What do you think about this?
And when I already have stated my opinion on cassette, when best, being better than CD, then you know my point of view on this.

;-)

"dolph"

Emo-Fan
01-31-2009, 07:17 AM
We could argue this back and forth until the cows come home. I stated my opinion: I think DCC is better than analogue cassette. )Most analogue cassettes, anyway. I'm willing to concede that there are great analogue ecks out there that might really produce that you-are-there effect.) If the math and the figures disagree, so be it. If you read Stereophile Magazine, thre are many audiophiles who will tell you that the measurements don't begin to tell the whold story regarding what you are really hearing. Then we have audiophiles who will spend $$$ a foot for solid silver speaker cable. Or move their living room curtains a few cm this way or that in an effort to improve the bass, etc.

In short, what's neat about this hobby is: If you like it and it works for you , do it! Live and let live. If you like analogue cassettes and think they're better than CD, who am I to argue with you.

niklasthedolphin
01-31-2009, 08:04 AM
We could argue this back and forth until the cows come home. I stated my opinion: I think DCC is better than analogue cassette. )Most analogue cassettes, anyway. I'm willing to concede that there are great analogue ecks out there that might really produce that you-are-there effect.) If the math and the figures disagree, so be it. If you read Stereophile Magazine, thre are many audiophiles who will tell you that the measurements don't begin to tell the whold story regarding what you are really hearing. Then we have audiophiles who will spend $$$ a foot for solid silver speaker cable. Or move their living room curtains a few cm this way or that in an effort to improve the bass, etc.

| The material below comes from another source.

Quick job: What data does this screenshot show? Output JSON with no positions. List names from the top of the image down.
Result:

In short, what's neat about this hobby is: If you like it and it works for you , do it! Live and let live. If you like analogue cassettes and think they're better than CD, who am I to argue with you.

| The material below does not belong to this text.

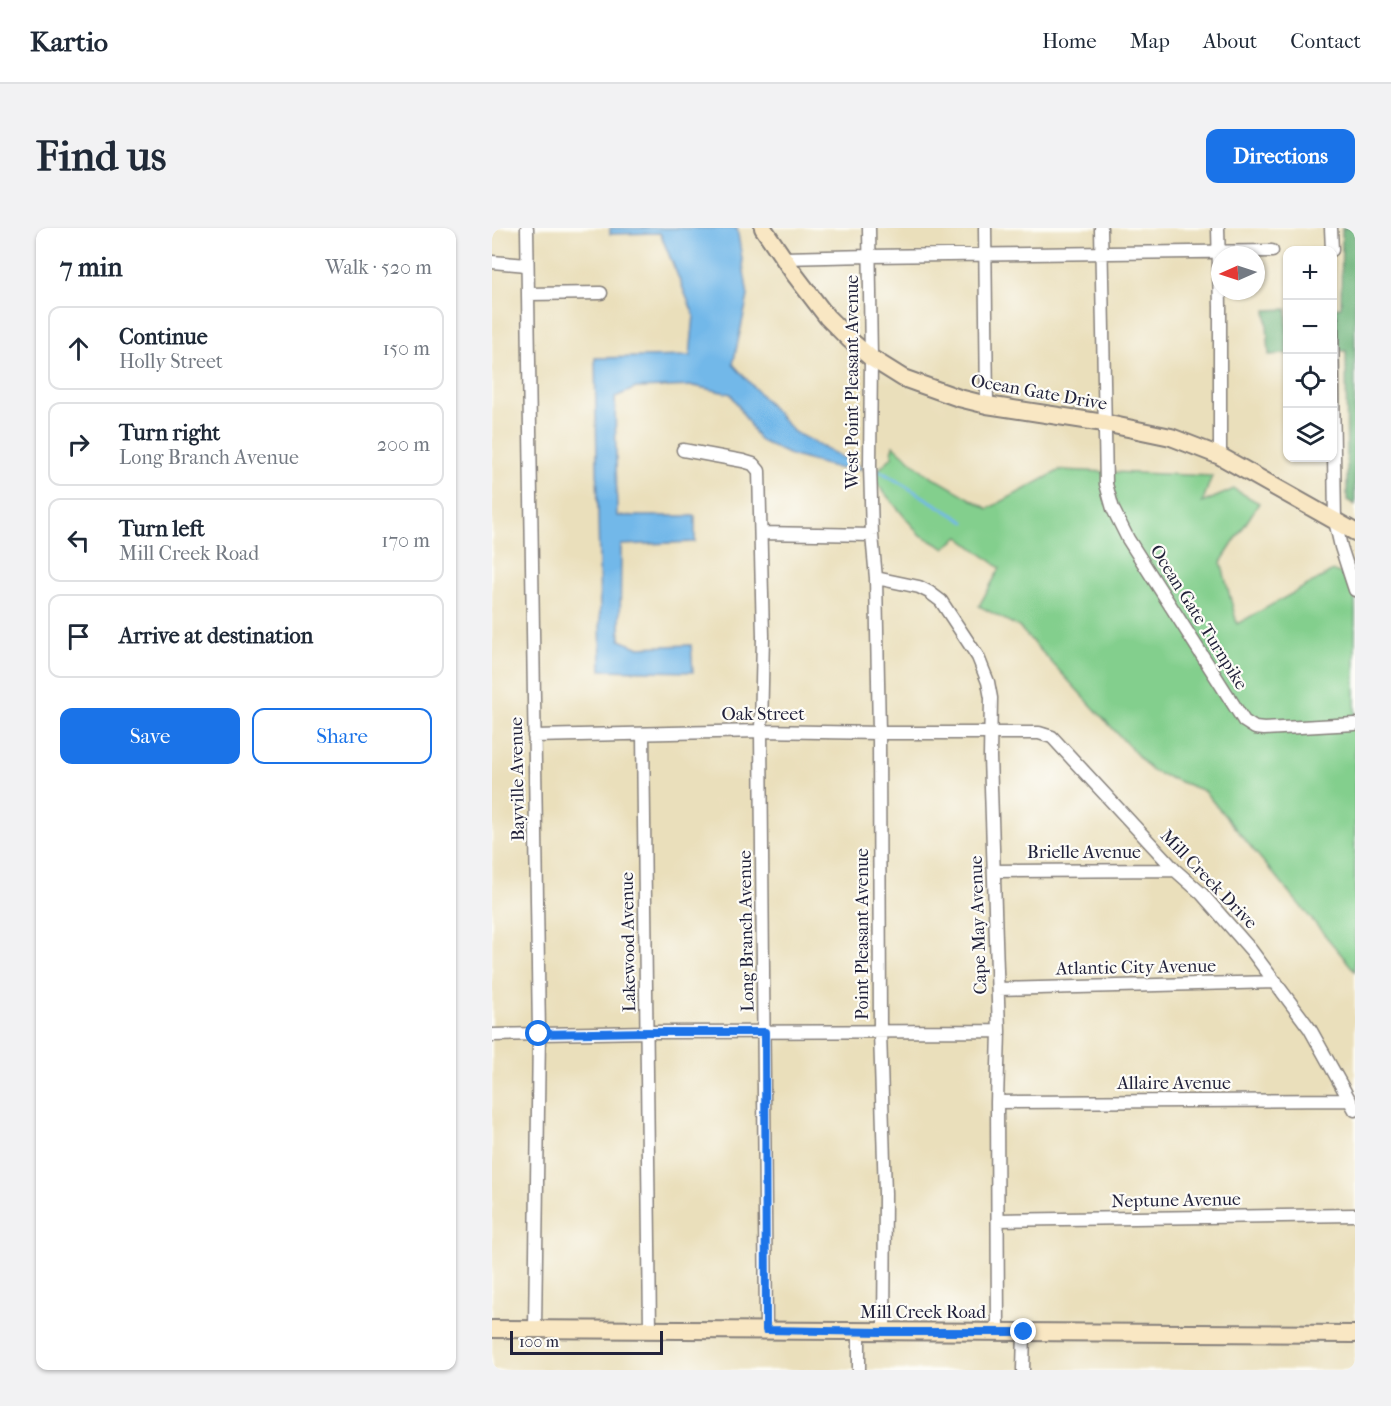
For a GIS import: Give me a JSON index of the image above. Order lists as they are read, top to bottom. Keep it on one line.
{"streets":{"street":["West Point Pleasant Avenue","Ocean Gate Drive","Ocean Gate Turnpike","Oak Street","Bayville Avenue","Brielle Avenue","Mill Creek Drive","Cape May Avenue","Long Branch Avenue","Point Pleasant Avenue","Lakewood Avenue","Atlantic City Avenue","Allaire Avenue","Neptune Avenue","Mill Creek Road"]},"crossings":[["West Point Pleasant Avenue","Ocean Gate Drive"],["West Point Pleasant Avenue","Point Pleasant Avenue"],["Ocean Gate Drive","Ocean Gate Turnpike"],["Oak Street","Bayville Avenue"],["Oak Street","Mill Creek Drive"],["Oak Street","Cape May Avenue"],["Oak Street","Long Branch Avenue"],["Oak Street","Point Pleasant Avenue"],["Oak Street","Lakewood Avenue"],["Bayville Avenue","Mill Creek Road"],["Brielle Avenue","Mill Creek Drive"],["Brielle Avenue","Cape May Avenue"],["Mill Creek Drive","Cape May Avenue"],["Mill Creek Drive","Atlantic City Avenue"],["Mill Creek Drive","Allaire Avenue"],["Cape May Avenue","Point Pleasant Avenue"],["Cape May Avenue","Atlantic City Avenue"],["Cape May Avenue","Allaire Avenue"],["Cape May Avenue","Neptune Avenue"],["Cape May Avenue","Mill Creek Road"],["Long Branch Avenue","Mill Creek Road"],["Point Pleasant Avenue","Mill Creek Road"],["Lakewood Avenue","Mill Creek Road"]],"scale_bar":"100 m","north":"left","page":{"header":"Kartio","nav":["Home","Map","About","Contact"],"buttons":["Directions",["Save","Share"]],"title":"Find us","heading":["7 min","Walk · 520 m"],"map_buttons":["+","−"],"list":[["Continue","Holly Street","150 m"],["Turn right","Long Branch Avenue","200 m"],["Turn left","Mill Creek Road","170 m"],"Arrive at destination"],"scale":"100 m"}}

I will certainly not stop you in enjoying the music.
Go ahead.
Just the 16/44,1 thingy............. a bit far from 384 kb/s.

And yes, I find the analog sound more natural like "you-are-there" kind of thing..........and I don't move my curtains for getting to that.
;-)

"dolph"

Chucky
04-06-2009, 02:43 AM
Hi, Just happened on the site recently and thought I would pipe up, chime in, whatever. For some reason I have been collecting DCC decks and blank tapes for the past few years. With two technics and one optimus deck and around 70 blanks.

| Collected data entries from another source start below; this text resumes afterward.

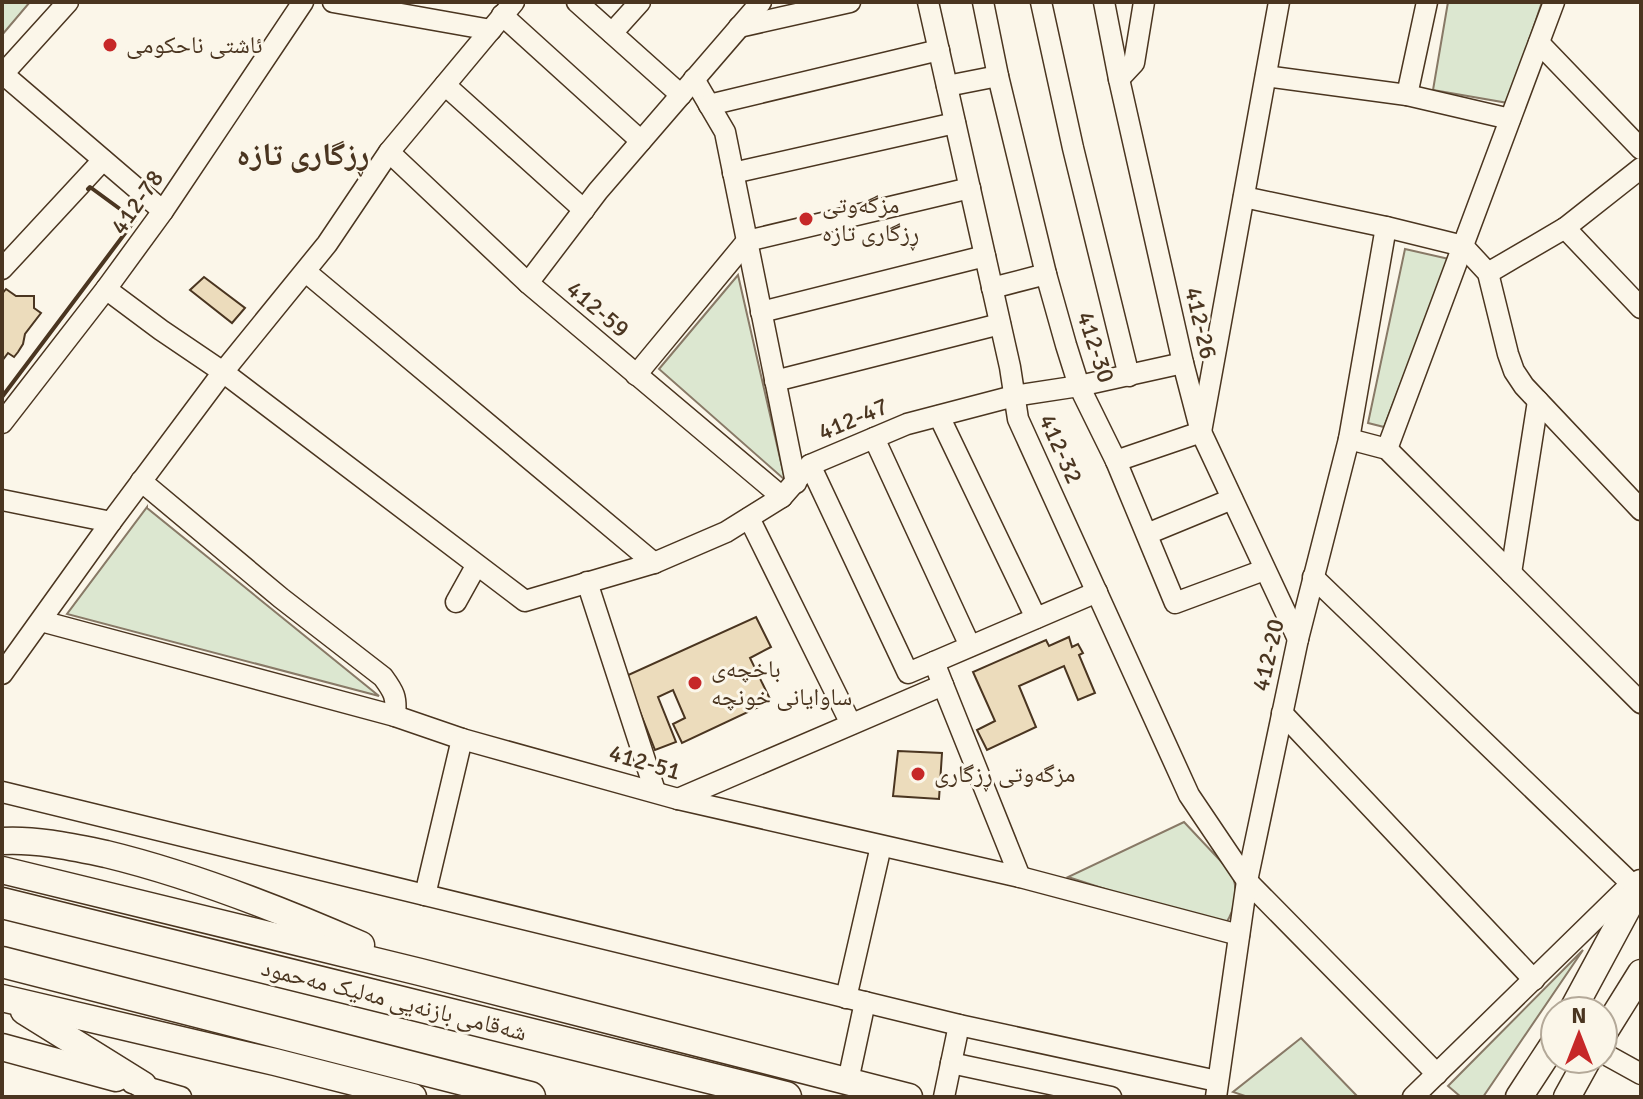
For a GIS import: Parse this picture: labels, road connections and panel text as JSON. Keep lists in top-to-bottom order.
{
  "streets": {
    "highway": ["شەقامی بازنەیی مەلیک مەحمود"],
    "street": [
      "412-78",
      "412-59",
      "412-26",
      "412-30",
      "412-47",
      "412-32",
      "412-20",
      "412-51"
    ]
  },
  "crossings": [
    ["412-59", "412-47"],
    ["412-26", "412-30"],
    ["412-26", "412-47"],
    ["412-26", "412-20"],
    ["412-30", "412-47"],
    ["412-47", "412-32"],
    ["412-32", "412-20"],
    ["412-20", "412-51"]
  ],
  "districts": ["ڕزگاری تازە"],
  "places": [
    "ئاشتی ناحکومی",
    "مزگەوتی ڕزگاری تازە",
    "باخچەی ساوایانی خونچە",
    "مزگەوتی ڕزگاری"
  ],
  "north": "top"
}
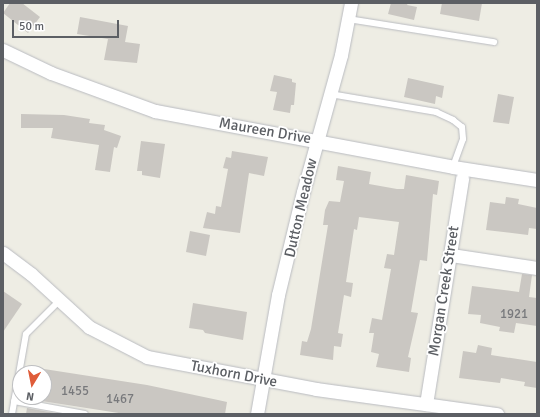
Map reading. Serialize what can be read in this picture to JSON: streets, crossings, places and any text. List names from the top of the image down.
{
  "streets": {
    "street": [
      "Maureen Drive",
      "Dutton Meadow",
      "Morgan Creek Street",
      "Tuxhorn Drive"
    ]
  },
  "crossings": [
    ["Maureen Drive", "Dutton Meadow"],
    ["Dutton Meadow", "Tuxhorn Drive"],
    ["Morgan Creek Street", "Tuxhorn Drive"]
  ],
  "house_numbers": ["1921", "1455", "1467"],
  "scale_bar": "50 m",
  "north": "bottom"
}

I like the sound of the tape format but have not made up my mind on whether it sounds better than my modest NAK DR8. It certainly is conveniant w/ a good auto-reverse and timer function. No wow and flutter either.

The one complaint I have heard w/these is about head wear. I think that's a false assumption. The sound breaks up once in a while so I'll run an american recorder tape head cleaner through the machine and it's good for another 100 or so hours (I'm throwing that number out loosely).

Right now in fact I'm listening to a DCC tape of our local WORT thursday Jazz show and it sounds quite pleasent. The source material also has a big factor in my liking the format. To me, if the artist or group is to my liking I don't care what medium it's recorded on.